Does Kraft have the right idea?

         When I learned in Adweek that Kraft had added a half-dozen small ad agencies in addition to their roster giants, I was thrilled. It's about time that more huge companies realized what contemporary creative work can do.

          Procter and Gamble demonstrated the value of this when they hired Wieden and Kennedy in Portland to work on Old Spice. The result was dramatic, lifting a tired old brand right to the top.

          I worked on both Procter and Gamble and Kraft early in my career, and I know changes like this aren't easy. Clients have to want bright, pokey work, and have to be prepared to think in an entirely different way.

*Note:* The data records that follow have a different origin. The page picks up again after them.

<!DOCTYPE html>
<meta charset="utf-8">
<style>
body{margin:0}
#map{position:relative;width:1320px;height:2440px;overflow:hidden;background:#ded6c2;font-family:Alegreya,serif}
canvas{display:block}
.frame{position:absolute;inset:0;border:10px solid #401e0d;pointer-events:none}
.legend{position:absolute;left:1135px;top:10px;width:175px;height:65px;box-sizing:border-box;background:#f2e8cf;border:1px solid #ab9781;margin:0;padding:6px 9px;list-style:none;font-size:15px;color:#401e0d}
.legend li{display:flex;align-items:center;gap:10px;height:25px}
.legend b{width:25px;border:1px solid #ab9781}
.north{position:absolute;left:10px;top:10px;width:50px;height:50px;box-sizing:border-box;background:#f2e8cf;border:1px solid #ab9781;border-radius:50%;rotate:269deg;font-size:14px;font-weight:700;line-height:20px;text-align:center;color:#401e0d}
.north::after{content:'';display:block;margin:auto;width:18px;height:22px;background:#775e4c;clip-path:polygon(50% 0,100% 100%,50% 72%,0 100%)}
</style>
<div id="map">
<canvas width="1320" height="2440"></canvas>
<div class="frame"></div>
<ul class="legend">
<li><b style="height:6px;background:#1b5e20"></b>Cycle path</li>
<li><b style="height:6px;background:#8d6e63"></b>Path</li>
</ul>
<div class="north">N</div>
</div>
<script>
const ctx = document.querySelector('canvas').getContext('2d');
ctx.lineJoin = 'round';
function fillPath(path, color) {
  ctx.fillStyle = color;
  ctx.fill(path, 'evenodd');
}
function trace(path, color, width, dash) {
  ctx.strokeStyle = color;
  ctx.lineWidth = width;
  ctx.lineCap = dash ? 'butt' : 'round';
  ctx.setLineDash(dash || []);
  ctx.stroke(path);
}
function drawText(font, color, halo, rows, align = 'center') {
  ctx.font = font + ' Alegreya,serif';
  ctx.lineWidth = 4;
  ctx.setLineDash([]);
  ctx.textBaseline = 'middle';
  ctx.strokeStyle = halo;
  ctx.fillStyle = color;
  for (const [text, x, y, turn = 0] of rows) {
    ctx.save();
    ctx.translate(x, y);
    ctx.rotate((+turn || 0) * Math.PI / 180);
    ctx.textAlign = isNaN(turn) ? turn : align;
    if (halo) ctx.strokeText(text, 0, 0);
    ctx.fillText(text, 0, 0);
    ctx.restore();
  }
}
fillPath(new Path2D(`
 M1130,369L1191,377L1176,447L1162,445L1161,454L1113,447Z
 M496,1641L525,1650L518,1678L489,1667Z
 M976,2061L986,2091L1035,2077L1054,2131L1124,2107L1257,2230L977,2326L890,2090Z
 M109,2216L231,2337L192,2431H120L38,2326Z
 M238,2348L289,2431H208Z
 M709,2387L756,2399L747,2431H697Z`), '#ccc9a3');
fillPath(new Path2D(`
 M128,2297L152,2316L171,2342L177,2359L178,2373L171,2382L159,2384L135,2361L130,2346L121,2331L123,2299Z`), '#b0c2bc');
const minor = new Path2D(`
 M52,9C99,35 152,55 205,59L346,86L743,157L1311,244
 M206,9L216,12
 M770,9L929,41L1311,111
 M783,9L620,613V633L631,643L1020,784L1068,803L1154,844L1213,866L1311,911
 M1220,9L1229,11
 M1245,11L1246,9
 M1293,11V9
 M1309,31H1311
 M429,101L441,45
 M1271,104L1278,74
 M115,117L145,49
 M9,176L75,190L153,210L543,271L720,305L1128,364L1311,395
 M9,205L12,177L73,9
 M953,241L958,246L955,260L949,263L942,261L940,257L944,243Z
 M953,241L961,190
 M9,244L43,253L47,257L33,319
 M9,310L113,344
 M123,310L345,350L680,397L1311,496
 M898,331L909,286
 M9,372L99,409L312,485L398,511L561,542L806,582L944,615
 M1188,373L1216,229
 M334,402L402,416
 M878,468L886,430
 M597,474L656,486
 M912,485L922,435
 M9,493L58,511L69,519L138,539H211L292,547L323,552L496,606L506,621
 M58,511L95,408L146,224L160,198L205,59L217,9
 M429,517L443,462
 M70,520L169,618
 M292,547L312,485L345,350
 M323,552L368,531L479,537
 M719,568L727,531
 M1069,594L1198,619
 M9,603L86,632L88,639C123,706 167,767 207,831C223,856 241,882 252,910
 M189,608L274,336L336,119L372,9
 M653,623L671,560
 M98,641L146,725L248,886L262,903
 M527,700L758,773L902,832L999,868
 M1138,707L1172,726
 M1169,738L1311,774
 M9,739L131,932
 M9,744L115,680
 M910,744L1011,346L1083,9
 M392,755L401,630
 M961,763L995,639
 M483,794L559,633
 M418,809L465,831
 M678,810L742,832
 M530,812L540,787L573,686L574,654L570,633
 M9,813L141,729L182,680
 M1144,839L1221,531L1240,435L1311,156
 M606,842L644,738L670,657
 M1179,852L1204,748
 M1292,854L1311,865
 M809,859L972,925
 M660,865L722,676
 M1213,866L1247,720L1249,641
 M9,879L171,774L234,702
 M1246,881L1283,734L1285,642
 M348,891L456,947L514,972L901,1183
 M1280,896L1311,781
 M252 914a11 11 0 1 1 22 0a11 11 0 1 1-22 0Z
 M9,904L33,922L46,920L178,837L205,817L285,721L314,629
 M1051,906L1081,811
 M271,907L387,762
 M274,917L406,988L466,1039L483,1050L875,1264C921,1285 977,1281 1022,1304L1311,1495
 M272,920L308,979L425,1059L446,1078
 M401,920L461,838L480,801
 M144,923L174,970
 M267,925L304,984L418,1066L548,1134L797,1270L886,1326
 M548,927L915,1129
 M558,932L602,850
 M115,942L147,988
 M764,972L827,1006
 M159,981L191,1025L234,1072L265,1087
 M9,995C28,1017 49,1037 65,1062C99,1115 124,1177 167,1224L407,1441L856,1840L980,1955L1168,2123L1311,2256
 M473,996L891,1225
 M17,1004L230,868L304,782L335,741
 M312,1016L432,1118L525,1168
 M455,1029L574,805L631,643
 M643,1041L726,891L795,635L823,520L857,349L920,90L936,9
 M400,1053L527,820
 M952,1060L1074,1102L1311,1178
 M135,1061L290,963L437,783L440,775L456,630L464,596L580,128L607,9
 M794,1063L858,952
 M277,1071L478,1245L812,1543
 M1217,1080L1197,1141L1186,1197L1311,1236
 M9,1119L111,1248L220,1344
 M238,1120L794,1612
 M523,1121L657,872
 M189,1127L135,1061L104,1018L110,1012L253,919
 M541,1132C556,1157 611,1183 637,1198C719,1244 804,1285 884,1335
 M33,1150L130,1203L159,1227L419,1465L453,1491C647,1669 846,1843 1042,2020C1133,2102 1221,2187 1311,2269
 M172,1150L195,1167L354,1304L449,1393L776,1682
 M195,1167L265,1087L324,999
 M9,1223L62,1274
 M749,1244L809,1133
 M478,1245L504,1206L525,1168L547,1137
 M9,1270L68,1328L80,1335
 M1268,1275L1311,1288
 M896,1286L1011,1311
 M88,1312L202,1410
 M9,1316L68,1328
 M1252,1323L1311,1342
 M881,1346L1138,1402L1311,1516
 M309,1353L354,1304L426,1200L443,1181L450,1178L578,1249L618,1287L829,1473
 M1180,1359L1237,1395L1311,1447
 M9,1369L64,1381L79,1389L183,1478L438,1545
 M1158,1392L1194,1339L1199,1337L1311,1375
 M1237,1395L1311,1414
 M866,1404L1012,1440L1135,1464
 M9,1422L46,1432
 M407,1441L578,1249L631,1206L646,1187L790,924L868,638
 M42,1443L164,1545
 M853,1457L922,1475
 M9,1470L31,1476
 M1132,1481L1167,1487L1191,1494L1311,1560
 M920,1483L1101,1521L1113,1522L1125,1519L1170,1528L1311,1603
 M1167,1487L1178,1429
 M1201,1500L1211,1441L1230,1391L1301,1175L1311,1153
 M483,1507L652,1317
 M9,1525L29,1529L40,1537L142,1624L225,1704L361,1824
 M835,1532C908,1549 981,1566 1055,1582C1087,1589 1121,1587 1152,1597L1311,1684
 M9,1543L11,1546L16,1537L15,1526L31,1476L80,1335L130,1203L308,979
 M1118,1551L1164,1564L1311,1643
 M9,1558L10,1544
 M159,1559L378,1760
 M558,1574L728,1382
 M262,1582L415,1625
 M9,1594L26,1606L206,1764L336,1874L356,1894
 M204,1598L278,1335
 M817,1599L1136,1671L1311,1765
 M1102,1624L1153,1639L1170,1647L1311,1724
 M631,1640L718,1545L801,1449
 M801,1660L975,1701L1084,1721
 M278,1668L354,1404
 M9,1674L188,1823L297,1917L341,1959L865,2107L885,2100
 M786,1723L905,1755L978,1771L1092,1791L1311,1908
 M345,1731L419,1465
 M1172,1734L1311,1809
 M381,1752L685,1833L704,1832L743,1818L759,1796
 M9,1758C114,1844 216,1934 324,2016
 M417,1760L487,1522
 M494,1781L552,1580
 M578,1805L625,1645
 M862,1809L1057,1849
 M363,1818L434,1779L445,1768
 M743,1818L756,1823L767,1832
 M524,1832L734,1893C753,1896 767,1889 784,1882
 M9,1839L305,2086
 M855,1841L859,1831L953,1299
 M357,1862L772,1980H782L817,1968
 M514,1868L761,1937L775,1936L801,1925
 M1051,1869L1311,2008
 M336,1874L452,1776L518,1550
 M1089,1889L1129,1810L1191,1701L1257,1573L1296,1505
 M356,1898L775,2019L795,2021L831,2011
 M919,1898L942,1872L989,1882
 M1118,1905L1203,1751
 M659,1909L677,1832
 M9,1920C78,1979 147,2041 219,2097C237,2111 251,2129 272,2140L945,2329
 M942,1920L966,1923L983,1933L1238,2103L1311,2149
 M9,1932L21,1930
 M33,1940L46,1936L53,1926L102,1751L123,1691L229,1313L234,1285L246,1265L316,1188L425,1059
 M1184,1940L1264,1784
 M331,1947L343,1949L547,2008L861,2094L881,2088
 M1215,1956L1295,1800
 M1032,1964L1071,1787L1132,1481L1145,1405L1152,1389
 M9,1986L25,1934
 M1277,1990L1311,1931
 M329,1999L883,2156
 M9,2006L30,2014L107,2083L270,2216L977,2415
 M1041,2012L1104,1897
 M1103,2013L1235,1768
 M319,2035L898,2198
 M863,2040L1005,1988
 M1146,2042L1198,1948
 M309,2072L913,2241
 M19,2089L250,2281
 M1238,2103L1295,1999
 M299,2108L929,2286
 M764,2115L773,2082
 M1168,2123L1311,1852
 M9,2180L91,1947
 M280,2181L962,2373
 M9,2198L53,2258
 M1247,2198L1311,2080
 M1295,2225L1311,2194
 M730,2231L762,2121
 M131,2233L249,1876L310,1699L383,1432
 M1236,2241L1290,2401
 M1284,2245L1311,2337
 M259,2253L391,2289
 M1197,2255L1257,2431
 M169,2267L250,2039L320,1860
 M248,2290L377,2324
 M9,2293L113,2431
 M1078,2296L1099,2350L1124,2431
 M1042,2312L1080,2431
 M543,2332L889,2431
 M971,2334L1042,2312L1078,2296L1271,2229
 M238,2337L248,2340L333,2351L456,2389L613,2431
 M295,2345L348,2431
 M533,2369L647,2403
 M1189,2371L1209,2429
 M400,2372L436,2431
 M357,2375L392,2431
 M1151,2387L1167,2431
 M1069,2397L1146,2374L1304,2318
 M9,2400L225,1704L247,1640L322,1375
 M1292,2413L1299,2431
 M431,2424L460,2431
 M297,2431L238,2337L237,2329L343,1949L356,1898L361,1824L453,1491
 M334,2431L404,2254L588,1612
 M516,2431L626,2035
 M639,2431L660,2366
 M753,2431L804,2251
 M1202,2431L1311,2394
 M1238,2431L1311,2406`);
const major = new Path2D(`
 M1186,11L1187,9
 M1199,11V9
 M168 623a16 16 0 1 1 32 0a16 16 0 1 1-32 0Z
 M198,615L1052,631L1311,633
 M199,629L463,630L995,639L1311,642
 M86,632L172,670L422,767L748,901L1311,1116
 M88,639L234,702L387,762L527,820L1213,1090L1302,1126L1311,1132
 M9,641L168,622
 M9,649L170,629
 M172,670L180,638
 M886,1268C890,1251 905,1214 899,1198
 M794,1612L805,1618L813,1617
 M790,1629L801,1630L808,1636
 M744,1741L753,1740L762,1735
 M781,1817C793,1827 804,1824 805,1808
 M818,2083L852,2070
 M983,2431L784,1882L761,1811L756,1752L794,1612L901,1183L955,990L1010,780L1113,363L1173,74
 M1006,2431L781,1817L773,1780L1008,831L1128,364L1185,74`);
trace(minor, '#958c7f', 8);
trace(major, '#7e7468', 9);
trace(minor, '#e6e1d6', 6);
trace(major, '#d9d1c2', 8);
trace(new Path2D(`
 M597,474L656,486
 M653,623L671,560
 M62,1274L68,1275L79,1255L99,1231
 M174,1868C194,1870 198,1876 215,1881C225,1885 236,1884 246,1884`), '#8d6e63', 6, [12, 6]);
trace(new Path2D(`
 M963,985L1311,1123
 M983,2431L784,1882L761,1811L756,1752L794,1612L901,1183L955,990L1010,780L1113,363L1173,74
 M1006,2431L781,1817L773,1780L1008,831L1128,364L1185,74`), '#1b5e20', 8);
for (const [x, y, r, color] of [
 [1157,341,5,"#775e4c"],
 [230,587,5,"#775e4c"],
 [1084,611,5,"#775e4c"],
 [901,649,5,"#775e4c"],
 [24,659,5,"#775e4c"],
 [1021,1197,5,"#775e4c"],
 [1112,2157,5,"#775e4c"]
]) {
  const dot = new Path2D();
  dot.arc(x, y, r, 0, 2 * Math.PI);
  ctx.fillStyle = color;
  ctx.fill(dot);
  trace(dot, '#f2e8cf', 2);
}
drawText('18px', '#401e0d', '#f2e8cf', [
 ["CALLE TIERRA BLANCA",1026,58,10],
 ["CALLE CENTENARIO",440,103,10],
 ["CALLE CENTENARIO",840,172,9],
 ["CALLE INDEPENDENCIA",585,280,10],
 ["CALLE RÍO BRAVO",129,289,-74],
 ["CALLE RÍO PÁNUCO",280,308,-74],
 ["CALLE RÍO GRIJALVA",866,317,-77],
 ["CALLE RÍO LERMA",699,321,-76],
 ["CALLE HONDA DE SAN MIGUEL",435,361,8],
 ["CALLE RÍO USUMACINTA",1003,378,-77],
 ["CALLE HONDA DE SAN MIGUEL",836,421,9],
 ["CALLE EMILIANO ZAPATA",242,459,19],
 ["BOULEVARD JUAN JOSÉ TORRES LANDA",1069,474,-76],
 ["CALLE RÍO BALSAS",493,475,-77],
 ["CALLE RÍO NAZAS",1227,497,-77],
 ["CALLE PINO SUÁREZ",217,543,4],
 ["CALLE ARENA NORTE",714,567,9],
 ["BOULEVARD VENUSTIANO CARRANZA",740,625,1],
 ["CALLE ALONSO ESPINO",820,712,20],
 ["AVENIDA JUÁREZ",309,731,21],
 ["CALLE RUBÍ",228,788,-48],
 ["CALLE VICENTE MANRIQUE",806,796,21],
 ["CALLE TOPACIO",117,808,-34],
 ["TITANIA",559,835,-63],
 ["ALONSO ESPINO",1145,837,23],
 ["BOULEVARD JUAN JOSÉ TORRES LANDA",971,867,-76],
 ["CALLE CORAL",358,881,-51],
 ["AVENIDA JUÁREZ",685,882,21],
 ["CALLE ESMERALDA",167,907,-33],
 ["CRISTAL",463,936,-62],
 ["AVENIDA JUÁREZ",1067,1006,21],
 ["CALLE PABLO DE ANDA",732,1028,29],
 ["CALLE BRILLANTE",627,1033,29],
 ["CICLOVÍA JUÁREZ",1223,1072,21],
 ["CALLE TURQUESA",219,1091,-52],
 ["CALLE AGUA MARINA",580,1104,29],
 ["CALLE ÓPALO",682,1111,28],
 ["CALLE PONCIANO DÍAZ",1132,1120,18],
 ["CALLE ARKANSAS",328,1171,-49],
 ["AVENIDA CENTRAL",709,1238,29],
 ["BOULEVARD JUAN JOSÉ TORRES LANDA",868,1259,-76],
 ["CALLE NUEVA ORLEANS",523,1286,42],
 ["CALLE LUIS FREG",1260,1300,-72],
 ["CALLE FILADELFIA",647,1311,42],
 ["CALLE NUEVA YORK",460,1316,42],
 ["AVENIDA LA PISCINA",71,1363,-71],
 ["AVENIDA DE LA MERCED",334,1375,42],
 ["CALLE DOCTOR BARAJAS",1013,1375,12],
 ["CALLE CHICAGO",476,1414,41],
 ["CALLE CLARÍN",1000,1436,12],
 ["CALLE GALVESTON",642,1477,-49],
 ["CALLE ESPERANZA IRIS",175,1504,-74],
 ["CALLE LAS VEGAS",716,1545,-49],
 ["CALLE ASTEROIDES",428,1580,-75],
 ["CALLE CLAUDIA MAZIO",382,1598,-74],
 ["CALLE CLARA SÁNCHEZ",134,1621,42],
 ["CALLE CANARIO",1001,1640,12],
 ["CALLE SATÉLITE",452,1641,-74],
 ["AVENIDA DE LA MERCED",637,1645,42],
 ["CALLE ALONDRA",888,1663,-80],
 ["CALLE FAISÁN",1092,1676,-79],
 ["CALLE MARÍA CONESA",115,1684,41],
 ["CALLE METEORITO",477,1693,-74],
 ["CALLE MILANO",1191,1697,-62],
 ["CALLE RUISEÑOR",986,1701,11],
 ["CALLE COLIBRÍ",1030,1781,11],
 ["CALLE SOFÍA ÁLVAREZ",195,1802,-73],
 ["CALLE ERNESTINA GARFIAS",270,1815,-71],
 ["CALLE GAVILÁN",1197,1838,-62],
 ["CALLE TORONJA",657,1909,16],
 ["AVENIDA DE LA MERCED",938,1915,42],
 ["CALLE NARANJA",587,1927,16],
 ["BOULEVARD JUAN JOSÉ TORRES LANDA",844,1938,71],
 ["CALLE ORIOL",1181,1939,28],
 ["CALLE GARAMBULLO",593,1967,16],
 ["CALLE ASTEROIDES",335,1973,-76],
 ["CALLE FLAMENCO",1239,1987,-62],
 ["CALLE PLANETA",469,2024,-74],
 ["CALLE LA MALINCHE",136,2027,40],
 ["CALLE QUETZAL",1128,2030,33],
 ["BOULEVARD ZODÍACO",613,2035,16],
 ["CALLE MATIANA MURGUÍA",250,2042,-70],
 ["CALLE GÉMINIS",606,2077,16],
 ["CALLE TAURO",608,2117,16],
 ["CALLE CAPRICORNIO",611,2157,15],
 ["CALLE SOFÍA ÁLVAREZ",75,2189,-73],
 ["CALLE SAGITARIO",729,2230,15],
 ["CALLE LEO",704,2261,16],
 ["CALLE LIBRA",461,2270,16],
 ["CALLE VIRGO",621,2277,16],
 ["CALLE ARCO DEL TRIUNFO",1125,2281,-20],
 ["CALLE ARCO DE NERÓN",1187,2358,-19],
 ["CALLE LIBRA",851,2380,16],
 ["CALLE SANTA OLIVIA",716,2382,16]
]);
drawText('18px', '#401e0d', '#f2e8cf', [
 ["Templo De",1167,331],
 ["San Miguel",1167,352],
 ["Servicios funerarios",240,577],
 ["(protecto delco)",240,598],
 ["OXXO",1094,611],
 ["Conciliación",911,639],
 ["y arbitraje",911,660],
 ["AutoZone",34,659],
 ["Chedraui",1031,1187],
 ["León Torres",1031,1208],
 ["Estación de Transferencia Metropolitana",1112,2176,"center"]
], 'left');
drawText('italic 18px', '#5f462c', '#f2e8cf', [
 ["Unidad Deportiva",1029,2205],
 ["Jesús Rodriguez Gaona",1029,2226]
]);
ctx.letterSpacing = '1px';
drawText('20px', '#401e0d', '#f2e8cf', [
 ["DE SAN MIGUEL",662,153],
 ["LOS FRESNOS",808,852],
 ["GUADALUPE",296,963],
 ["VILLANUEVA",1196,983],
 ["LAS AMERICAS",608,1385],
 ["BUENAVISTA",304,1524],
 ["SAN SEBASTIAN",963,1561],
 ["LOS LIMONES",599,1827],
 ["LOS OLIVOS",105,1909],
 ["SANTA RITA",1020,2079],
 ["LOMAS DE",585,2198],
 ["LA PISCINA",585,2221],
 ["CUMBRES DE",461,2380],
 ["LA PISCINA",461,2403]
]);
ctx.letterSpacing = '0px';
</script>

         Why did Kraft actually search out additional ad agencies? According to Adweek, Kraft marketing leader Dana Anderson said, "We need to lift the quality of the marketing. It was functional. It was good. But with much more interaction with consumers, you need to be more transparent and make it more participative. We really wanted to lift the ideas."

         There's that word again. Ideas. Time after time, when clients change ad agencies, the reason is that they want ideas. If you want a place in advertising today, that's what you have to deliver. Not ads, not cute phrases, not kids and puppies in TV commercials. Ideas. Big ones. They don't come that easily.

         It's relatively easy to think of executions. Scenes, events, people doing things. But it takes more to change minds. "Just do it"  as a way to sell shoes. "1984 won't be like 1984" to sell computers. "The ultimate driving machine" to sell cars. Those are ideas that can work any time in any media.

         Do you know any big ideas like those from Kraft? That's why they're trying something new. Hold on and say cheese.